|Wilson, J - UGA POULTRY SCIENCE|
Submitted to: Avian Diseases
Publication Type: Peer Reviewed Journal
Publication Acceptance Date: April 17, 2006
Publication Date: September 1, 2006
Citation: Cox Jr, N.A., Richardson, L.J., Buhr, R.J., Cray, P.J., Bailey, J.S., Wilson, J.L., Hiett, K.L. 2006. Natural presence of campylobacter spp. in various lymphoid origins bodies of commercial broiler breeder hens . Avian Diseases. 50(3):450-453. Interpretive Summary: Campylobacter spp. are known to cause acute bacterial gastroenteritis in humans. Poultry products have been implicated as a significant source of these infections. Little is known about the incidence and significance of this organism inside adult broiler breeder lymphoid tissues. In this study, we found that Campylobacter spp. can reside in different lymphoid tissues of commercial broiler breeder hens. The incidence of Campylobacter spp. in the internal tissues of commercial broiler breeders could be significant; particularly if they persist in these organs as reservoirs throughout the 65 week life cycle of breeding birds and as such play a role in the egg transmission of this human pathogen.

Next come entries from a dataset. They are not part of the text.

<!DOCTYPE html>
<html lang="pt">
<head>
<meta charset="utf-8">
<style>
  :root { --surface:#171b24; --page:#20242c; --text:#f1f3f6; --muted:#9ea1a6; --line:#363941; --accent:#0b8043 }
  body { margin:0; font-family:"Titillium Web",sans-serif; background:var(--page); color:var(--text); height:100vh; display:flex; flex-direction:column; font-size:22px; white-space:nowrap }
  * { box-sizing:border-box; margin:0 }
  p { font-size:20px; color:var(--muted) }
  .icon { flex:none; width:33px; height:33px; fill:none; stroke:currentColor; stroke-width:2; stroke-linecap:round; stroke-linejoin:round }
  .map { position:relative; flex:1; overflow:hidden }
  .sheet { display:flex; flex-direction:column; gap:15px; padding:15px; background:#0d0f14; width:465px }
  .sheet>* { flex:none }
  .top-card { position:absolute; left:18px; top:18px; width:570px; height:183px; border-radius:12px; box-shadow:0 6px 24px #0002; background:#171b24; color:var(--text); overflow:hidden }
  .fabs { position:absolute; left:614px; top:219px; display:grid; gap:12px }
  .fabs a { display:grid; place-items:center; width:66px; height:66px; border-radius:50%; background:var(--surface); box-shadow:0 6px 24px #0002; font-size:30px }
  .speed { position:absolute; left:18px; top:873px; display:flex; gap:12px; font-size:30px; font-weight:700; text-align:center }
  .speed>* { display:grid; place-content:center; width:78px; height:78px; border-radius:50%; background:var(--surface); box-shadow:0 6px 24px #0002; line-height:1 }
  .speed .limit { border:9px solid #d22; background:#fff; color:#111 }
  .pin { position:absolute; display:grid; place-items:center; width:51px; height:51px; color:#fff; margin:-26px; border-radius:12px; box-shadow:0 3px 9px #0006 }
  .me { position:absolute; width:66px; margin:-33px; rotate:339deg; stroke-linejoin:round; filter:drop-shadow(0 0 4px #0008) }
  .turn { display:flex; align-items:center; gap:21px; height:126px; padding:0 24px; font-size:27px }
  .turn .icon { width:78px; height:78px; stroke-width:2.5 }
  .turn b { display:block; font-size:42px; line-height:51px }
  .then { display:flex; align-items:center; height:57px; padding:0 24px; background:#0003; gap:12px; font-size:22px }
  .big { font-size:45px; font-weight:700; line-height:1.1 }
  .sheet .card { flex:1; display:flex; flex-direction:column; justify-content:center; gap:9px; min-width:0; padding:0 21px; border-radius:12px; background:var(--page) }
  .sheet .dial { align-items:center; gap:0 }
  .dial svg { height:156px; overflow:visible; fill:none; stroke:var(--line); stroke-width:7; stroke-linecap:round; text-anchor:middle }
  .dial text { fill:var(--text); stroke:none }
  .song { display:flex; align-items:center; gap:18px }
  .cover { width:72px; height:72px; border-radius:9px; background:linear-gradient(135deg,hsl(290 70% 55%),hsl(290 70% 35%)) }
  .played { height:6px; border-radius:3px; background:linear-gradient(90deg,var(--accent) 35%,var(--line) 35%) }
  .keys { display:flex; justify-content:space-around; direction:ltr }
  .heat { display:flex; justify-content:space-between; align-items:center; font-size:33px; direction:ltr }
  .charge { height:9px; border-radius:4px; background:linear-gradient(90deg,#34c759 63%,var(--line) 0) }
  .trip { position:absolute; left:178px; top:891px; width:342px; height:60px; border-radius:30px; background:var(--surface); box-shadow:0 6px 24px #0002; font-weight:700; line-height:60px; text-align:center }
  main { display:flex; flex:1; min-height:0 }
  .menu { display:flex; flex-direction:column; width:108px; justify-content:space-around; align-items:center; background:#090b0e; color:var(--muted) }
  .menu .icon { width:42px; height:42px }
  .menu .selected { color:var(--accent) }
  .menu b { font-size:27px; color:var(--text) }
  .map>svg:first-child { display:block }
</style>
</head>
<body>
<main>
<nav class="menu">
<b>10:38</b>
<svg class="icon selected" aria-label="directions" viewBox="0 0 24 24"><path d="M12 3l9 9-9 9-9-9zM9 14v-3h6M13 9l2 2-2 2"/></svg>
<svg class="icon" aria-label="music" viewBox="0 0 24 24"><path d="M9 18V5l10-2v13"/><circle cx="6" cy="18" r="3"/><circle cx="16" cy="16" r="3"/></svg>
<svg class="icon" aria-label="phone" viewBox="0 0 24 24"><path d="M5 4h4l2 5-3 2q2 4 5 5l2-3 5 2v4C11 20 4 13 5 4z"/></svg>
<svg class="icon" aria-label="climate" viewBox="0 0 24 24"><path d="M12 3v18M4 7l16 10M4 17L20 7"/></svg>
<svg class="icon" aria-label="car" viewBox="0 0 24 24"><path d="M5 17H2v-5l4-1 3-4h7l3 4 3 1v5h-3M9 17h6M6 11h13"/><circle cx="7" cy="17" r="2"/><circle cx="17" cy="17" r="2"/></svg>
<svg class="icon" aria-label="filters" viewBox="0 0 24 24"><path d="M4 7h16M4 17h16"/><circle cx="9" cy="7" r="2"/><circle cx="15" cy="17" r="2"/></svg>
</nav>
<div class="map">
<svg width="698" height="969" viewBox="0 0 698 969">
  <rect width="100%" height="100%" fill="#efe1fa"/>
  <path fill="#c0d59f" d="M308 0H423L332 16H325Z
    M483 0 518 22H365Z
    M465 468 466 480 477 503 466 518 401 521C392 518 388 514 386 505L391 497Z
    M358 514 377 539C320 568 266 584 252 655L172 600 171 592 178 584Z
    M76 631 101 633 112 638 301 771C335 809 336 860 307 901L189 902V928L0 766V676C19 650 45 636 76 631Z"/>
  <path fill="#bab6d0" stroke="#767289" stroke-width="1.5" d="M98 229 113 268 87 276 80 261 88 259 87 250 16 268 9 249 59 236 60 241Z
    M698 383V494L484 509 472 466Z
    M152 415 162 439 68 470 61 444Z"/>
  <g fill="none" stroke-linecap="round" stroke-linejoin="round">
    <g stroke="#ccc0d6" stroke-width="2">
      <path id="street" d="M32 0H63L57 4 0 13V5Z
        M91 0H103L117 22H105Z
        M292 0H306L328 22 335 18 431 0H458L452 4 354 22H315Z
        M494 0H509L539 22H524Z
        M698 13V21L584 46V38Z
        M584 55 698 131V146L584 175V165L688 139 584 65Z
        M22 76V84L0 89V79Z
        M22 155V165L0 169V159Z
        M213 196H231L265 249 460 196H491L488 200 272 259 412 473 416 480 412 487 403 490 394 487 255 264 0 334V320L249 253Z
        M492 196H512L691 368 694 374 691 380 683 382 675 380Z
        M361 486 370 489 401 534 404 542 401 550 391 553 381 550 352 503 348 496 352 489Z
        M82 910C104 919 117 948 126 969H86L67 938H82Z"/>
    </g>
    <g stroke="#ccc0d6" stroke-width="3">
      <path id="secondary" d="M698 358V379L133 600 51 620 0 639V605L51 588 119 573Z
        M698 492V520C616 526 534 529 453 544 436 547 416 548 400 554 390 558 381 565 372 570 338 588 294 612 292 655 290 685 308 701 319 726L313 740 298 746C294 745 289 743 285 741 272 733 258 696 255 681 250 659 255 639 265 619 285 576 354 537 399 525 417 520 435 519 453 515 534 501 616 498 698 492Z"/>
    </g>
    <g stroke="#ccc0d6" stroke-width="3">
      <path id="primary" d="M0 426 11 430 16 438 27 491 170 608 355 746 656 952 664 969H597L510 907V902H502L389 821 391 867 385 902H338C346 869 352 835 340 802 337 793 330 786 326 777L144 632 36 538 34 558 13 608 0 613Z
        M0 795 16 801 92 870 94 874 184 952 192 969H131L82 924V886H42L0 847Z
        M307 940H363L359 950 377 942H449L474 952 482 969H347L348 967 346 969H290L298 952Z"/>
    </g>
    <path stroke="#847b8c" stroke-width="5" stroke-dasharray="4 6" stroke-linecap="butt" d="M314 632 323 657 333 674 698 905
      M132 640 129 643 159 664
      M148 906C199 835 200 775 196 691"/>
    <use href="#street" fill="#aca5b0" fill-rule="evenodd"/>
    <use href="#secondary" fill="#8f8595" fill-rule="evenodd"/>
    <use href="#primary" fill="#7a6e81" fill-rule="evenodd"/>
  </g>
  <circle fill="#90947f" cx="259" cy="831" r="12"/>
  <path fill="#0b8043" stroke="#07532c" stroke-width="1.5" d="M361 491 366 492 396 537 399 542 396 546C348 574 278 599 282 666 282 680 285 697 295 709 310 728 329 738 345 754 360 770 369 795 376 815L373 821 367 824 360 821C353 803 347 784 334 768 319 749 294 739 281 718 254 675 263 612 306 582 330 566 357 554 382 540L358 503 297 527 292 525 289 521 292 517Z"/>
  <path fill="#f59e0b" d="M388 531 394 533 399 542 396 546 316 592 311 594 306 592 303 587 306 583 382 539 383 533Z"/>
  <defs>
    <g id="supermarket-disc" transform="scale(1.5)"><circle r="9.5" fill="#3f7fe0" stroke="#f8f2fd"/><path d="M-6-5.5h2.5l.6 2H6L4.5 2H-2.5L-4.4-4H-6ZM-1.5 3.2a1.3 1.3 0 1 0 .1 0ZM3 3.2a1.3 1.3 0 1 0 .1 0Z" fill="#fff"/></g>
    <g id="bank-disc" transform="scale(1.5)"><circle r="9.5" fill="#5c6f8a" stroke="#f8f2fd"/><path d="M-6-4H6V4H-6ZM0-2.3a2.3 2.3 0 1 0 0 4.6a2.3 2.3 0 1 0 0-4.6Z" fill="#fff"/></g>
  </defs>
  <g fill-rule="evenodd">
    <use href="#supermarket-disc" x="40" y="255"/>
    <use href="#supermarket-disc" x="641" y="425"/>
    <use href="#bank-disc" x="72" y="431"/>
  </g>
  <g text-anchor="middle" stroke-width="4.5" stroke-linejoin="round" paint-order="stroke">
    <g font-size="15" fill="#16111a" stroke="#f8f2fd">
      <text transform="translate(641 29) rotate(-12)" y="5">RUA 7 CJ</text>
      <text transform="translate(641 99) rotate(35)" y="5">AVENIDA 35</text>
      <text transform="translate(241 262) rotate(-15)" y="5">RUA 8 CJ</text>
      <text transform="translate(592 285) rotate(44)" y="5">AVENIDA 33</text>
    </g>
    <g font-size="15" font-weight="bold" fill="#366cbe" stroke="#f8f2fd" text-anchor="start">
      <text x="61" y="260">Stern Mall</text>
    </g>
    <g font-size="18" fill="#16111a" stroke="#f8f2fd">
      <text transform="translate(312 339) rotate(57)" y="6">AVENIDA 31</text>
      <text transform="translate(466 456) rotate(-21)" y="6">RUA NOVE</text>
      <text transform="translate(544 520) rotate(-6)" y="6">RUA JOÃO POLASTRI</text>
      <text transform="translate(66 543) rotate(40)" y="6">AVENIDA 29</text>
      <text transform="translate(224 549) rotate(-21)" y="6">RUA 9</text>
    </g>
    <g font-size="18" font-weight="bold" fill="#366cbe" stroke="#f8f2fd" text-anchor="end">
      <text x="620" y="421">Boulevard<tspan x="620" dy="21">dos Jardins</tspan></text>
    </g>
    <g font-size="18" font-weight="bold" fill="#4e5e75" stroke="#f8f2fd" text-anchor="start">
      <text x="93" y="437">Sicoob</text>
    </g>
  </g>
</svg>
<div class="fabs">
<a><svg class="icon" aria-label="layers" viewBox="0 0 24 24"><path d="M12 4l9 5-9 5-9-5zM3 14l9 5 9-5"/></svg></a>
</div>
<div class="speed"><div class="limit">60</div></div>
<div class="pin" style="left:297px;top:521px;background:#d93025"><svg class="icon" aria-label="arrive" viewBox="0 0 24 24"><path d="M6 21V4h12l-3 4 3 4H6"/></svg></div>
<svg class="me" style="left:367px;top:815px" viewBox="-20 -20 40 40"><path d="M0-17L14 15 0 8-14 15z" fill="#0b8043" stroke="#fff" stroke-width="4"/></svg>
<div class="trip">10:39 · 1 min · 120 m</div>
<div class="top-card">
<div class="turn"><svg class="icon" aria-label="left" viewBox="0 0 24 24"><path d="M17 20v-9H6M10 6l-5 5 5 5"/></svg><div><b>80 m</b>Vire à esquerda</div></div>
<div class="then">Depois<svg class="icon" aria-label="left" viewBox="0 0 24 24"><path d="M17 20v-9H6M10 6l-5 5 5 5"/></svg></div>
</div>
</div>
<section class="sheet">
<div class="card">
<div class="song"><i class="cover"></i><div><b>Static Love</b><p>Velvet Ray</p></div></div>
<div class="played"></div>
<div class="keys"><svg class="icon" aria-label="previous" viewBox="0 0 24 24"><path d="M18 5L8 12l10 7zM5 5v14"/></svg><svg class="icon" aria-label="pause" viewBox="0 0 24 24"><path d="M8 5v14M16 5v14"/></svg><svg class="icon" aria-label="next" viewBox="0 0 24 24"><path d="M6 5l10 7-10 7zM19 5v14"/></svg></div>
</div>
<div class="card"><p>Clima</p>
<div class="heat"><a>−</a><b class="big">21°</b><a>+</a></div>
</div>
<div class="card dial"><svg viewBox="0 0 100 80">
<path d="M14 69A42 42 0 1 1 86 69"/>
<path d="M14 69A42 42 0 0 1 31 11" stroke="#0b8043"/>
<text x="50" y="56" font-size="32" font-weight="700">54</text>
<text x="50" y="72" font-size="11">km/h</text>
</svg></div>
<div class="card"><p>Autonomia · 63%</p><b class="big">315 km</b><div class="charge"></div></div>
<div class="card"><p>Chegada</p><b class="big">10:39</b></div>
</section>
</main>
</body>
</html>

Technical Abstract: Campylobacter spp. are known to cause acute bacterial gastroenteritis in humans. Poultry products have been implicated as a significant source of these infections. Six experiments were performed to determine if Campylobacter spp. could be isolated naturally from the lymphoid-like tissues of commercial broiler breeder hens. Broiler breeder hens were acquired from different commercial sources during the early, middle, and late lay cycles. The birds were euthanized, de-feathered and aseptically opened. To reduce the possibility of cross-contamination between samples, the thymus, spleen, and liver/gallbladder were aseptically removed prior to the ceca. Individual samples were placed in sterile bags, packed on ice and transported to the laboratory for evaluation. In this study Campylobacter spp. were found in 11/43 thymus, 8/43 spleen, 4/43 liver/gallbladder, and 30/43 ceca. Overall, 28/53 isolates were Campylobacter coli and 25/53 isolates were found to be Campylobacter jejuni.